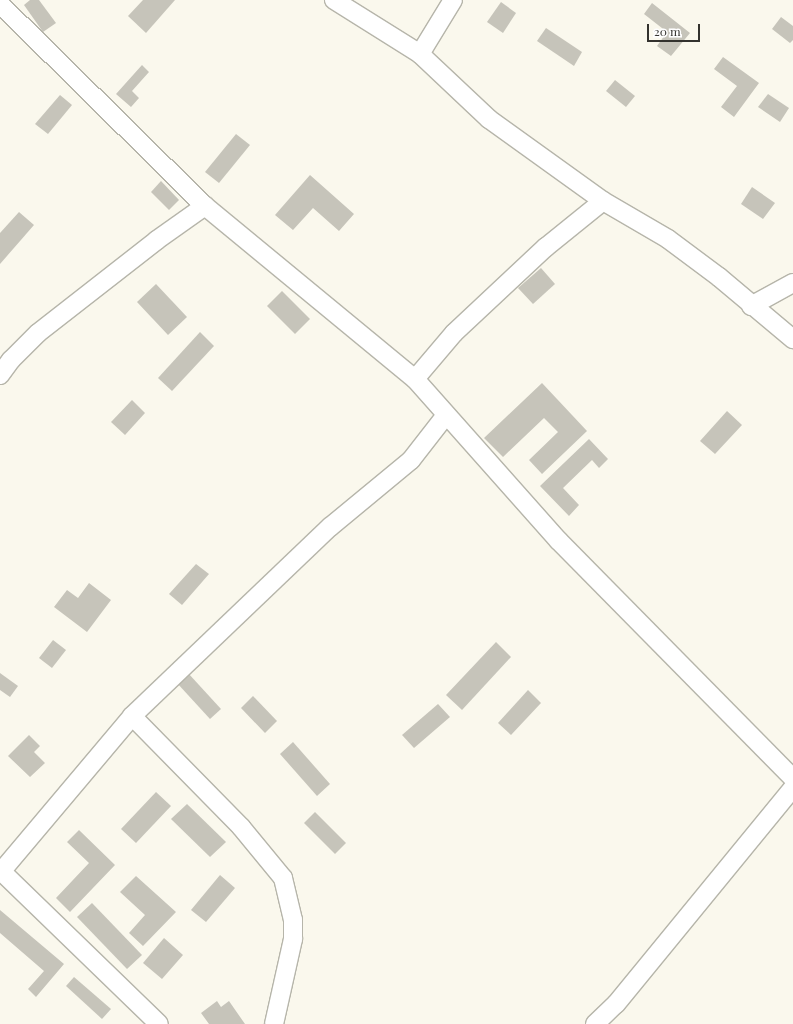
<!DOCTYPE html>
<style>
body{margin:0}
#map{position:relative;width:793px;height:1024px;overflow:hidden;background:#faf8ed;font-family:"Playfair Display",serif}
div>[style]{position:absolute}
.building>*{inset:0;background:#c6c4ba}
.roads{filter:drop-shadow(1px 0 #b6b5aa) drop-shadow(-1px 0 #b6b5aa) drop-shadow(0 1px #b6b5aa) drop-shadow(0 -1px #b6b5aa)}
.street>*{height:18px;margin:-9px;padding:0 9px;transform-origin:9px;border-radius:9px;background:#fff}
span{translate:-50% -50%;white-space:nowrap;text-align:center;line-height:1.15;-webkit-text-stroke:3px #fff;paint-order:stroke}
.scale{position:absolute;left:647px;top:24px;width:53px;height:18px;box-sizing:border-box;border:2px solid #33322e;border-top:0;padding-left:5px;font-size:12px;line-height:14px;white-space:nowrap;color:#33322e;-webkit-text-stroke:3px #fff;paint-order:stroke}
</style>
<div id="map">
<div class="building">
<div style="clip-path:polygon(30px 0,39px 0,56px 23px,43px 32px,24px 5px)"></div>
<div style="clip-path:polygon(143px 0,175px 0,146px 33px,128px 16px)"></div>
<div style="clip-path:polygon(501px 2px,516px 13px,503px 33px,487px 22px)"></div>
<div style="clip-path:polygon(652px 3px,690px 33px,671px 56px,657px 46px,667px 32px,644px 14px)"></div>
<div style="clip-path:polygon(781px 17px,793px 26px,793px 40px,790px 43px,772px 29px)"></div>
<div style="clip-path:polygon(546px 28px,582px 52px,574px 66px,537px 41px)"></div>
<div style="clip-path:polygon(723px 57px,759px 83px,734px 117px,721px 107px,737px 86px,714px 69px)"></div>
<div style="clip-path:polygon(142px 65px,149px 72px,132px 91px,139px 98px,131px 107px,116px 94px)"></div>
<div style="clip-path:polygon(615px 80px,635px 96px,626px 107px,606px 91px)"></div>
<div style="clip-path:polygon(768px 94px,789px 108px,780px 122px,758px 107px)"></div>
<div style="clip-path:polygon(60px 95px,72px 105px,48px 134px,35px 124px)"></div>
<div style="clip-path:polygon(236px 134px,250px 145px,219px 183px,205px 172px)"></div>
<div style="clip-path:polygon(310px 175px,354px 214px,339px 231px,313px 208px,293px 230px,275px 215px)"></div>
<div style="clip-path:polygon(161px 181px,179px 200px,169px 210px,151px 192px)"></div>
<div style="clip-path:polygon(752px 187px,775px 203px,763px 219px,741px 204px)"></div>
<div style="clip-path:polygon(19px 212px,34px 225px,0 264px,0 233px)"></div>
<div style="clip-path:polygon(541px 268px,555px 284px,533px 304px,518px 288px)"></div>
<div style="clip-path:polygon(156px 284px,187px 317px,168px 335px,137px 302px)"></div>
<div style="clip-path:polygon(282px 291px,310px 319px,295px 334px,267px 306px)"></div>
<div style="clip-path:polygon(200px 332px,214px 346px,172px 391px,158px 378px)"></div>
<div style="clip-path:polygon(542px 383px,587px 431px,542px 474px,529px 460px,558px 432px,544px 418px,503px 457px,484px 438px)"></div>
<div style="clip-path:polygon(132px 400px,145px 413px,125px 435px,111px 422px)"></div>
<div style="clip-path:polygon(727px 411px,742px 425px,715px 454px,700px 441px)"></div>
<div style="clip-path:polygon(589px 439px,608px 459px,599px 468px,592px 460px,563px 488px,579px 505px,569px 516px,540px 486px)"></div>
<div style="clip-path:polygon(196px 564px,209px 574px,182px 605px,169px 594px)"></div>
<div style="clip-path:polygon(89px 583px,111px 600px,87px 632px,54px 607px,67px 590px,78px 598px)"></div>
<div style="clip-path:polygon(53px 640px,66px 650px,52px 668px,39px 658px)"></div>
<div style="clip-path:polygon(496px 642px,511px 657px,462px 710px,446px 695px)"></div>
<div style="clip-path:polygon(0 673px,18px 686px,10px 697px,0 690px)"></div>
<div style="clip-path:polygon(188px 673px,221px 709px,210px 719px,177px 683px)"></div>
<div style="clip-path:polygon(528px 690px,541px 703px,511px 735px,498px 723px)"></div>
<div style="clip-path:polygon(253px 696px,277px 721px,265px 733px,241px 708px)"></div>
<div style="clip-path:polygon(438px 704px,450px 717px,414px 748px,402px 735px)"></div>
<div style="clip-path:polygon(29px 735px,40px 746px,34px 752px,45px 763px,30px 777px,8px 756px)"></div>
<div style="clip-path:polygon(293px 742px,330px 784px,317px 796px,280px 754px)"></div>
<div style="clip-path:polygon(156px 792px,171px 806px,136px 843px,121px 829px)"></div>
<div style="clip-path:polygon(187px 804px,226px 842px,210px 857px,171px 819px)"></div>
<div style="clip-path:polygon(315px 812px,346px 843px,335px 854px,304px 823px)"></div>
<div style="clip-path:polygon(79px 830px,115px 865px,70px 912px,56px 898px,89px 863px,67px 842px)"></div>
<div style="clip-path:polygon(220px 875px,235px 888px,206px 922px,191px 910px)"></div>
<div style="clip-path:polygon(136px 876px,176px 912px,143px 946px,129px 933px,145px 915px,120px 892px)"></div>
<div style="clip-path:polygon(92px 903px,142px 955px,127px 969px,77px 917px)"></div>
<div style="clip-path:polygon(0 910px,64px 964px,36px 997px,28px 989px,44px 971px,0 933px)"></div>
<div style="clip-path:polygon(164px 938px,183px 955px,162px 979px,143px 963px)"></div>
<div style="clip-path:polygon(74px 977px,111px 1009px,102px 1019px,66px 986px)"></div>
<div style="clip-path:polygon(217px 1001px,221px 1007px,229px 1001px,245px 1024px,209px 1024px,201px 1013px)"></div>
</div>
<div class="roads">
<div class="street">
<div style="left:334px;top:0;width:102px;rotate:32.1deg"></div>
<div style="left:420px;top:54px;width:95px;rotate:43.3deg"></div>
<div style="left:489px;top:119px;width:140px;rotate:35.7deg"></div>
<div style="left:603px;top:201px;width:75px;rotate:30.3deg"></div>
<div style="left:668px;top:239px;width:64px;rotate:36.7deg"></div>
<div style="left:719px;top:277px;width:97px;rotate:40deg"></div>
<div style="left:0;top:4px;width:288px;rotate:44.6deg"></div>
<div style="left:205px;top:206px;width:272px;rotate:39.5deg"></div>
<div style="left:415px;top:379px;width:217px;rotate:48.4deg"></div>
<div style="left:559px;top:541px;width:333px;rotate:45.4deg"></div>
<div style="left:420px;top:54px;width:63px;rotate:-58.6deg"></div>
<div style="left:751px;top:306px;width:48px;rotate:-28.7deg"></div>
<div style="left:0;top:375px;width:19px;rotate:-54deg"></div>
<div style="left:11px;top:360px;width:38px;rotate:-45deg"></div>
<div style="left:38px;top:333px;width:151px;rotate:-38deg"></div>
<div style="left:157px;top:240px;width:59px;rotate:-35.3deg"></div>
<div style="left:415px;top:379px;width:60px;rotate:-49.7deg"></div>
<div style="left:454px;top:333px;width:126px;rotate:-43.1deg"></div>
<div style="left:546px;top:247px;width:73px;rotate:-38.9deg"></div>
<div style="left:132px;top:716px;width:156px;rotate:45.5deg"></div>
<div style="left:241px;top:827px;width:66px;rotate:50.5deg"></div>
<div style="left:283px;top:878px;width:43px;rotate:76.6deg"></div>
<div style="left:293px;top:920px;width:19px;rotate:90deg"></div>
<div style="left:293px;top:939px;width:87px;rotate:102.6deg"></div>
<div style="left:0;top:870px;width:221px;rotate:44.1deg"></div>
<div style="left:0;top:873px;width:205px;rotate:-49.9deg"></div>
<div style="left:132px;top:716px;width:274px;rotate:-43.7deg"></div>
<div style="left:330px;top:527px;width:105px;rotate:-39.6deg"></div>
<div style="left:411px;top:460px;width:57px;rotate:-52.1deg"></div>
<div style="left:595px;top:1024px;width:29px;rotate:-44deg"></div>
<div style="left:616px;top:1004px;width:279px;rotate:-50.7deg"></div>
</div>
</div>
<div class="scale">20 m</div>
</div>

::::::::::

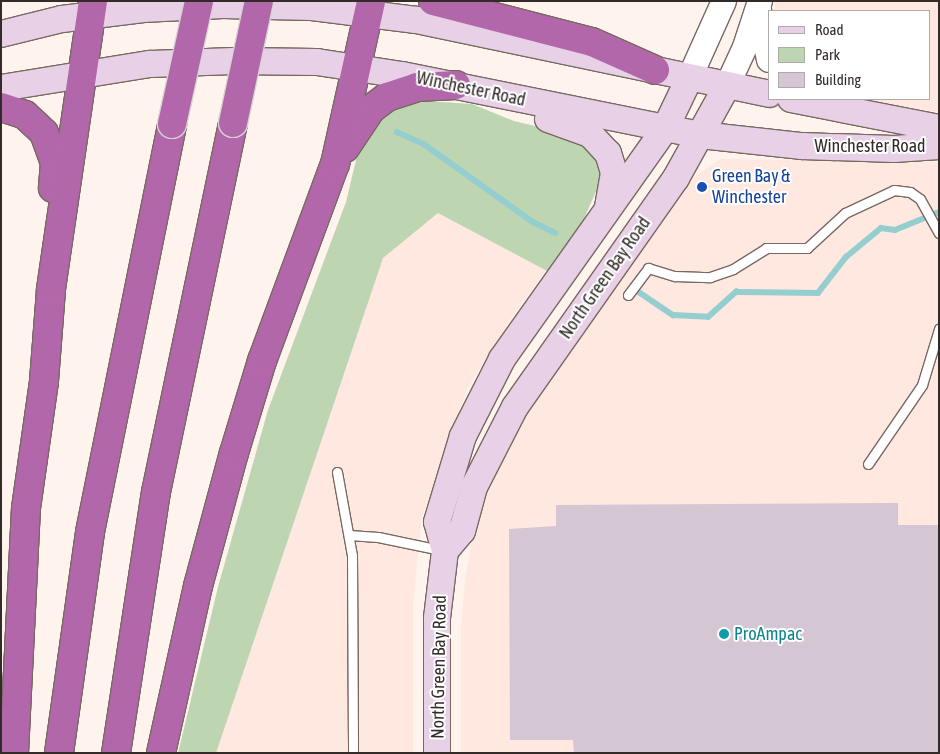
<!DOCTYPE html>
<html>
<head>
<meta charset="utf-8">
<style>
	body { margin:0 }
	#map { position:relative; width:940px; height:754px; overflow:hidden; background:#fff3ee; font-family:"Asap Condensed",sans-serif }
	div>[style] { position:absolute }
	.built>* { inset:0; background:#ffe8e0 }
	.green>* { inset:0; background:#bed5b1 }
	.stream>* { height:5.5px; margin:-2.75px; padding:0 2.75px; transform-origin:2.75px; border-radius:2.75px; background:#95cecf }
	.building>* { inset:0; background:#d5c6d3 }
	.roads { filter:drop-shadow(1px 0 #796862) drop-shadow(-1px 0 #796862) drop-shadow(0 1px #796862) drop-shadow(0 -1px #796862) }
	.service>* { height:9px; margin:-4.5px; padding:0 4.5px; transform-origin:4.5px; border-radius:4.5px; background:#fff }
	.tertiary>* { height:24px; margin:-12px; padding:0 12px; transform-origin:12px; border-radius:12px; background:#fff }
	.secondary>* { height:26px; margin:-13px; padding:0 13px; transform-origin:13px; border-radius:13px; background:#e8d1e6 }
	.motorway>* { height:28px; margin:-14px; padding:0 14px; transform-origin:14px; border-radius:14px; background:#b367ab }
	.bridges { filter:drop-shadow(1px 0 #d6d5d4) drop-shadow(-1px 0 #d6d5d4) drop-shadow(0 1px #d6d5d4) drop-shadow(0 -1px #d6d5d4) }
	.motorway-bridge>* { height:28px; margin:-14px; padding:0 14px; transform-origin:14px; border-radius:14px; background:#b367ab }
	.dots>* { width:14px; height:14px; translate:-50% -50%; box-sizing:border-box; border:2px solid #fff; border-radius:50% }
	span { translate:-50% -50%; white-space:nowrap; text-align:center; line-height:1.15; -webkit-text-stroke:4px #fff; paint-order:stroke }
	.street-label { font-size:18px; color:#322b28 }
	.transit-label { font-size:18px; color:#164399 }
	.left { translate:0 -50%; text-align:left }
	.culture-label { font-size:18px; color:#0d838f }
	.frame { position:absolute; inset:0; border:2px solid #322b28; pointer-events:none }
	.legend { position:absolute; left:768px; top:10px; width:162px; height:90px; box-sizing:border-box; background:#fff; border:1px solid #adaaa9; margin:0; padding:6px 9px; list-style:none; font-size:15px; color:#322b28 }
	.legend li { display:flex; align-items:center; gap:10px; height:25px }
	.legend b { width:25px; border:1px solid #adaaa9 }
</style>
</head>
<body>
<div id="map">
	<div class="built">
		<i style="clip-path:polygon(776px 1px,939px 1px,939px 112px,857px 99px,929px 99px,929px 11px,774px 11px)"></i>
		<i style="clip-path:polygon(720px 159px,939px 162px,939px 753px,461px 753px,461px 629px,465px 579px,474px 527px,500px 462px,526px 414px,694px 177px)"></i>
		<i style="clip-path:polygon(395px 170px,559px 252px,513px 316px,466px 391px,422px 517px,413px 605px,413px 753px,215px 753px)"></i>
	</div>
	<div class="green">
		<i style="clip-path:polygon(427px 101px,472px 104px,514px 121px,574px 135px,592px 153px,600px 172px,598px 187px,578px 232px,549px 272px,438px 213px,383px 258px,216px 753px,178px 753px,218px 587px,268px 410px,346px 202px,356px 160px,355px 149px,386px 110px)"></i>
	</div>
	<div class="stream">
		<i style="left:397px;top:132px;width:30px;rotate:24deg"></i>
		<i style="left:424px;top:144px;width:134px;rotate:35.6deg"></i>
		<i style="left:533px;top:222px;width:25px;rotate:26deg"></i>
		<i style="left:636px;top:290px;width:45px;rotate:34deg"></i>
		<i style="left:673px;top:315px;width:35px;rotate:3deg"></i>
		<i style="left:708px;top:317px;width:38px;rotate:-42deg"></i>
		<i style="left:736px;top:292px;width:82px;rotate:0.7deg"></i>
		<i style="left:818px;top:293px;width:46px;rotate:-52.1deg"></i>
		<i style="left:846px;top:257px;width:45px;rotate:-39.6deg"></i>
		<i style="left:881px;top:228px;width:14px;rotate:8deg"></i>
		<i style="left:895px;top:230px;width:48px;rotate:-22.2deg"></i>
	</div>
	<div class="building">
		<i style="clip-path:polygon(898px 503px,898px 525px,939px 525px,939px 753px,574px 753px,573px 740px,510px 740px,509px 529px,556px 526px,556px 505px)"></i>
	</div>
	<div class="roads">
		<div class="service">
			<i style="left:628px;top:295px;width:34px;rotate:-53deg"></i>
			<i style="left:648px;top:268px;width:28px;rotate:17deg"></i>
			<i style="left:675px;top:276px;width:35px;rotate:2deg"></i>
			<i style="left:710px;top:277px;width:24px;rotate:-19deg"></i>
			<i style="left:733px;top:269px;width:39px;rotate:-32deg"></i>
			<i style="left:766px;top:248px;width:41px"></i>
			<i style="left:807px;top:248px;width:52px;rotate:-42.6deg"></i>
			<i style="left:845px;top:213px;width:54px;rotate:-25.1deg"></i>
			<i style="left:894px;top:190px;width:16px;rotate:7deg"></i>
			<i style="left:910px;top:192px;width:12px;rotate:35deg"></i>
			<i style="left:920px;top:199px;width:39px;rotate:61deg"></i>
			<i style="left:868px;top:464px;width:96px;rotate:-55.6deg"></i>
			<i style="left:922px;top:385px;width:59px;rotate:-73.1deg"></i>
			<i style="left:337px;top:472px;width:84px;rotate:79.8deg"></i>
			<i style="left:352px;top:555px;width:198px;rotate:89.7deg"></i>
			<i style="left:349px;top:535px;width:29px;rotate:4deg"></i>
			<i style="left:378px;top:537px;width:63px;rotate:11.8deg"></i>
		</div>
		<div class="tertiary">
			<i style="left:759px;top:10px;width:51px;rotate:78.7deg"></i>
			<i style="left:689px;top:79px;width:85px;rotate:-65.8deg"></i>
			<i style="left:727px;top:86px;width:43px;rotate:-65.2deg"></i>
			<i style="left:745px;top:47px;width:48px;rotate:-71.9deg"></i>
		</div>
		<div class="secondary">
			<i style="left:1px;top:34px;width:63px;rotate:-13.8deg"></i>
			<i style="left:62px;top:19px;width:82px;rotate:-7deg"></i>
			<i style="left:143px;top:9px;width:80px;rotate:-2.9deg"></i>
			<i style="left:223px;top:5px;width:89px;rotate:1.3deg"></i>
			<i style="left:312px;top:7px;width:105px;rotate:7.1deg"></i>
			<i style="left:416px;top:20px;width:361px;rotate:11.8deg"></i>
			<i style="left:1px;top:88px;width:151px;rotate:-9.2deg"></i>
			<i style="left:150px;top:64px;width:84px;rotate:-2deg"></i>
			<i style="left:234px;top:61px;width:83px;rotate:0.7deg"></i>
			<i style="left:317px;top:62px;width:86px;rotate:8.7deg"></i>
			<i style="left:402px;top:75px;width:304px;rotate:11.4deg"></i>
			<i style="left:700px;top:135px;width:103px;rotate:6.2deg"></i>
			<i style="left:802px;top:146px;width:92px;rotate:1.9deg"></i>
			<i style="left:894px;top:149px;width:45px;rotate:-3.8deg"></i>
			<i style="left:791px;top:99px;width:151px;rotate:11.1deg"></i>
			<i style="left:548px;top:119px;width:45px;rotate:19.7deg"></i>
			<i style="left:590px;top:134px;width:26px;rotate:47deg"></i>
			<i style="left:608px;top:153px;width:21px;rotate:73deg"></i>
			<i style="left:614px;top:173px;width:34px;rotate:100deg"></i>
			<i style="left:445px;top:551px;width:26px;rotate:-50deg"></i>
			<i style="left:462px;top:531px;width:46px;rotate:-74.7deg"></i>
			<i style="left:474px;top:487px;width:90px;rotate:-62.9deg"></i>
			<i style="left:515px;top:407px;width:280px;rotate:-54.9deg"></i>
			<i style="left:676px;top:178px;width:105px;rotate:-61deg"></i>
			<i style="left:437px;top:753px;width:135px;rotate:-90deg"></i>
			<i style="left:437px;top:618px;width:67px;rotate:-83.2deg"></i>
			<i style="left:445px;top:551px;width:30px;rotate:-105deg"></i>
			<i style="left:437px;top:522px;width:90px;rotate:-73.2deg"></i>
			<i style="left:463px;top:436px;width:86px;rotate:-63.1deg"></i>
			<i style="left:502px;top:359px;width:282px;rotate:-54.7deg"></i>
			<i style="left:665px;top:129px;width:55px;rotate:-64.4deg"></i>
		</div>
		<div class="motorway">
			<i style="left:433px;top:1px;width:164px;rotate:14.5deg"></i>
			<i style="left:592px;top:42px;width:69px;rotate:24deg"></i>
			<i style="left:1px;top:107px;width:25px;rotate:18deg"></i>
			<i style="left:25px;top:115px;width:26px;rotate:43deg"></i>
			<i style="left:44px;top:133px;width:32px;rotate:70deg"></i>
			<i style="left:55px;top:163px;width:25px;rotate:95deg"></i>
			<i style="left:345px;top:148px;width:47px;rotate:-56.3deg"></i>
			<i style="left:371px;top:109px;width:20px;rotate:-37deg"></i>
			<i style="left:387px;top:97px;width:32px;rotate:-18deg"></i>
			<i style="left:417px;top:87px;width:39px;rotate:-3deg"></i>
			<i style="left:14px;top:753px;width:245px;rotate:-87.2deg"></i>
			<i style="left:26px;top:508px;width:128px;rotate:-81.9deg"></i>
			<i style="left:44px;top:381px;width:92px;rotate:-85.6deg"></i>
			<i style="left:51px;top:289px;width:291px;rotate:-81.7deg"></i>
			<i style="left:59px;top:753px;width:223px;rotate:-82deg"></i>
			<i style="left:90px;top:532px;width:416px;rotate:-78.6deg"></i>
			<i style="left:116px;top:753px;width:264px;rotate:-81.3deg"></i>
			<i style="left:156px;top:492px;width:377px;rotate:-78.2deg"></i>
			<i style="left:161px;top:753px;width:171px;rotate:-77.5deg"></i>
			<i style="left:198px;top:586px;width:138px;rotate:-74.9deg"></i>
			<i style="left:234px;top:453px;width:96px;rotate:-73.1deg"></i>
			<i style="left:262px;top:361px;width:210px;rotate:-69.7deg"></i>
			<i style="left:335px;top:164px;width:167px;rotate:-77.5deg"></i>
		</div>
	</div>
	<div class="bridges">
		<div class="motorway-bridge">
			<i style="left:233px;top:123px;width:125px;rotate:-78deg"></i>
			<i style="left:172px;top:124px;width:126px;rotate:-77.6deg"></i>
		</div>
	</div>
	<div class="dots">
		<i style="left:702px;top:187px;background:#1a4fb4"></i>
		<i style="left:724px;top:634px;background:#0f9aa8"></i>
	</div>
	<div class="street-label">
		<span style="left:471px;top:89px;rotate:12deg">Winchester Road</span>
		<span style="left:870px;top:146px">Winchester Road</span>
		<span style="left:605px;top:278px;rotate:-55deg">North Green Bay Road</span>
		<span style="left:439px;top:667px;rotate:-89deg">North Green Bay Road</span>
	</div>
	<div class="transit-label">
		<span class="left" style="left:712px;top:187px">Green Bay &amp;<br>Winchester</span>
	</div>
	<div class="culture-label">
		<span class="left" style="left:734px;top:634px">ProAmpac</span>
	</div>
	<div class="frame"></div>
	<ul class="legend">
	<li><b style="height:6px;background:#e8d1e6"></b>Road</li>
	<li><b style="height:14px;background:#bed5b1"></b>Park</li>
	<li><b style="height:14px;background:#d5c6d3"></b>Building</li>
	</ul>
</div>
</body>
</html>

::::::::::

### WORK REQUEST
Among the records, find the lines that contain "serif" and copy each of them.

### RESULT BELOW
#map{position:relative;width:793px;height:1024px;overflow:hidden;background:#faf8ed;font-family:"Playfair Display",serif}
	#map { position:relative; width:940px; height:754px; overflow:hidden; background:#fff3ee; font-family:"Asap Condensed",sans-serif }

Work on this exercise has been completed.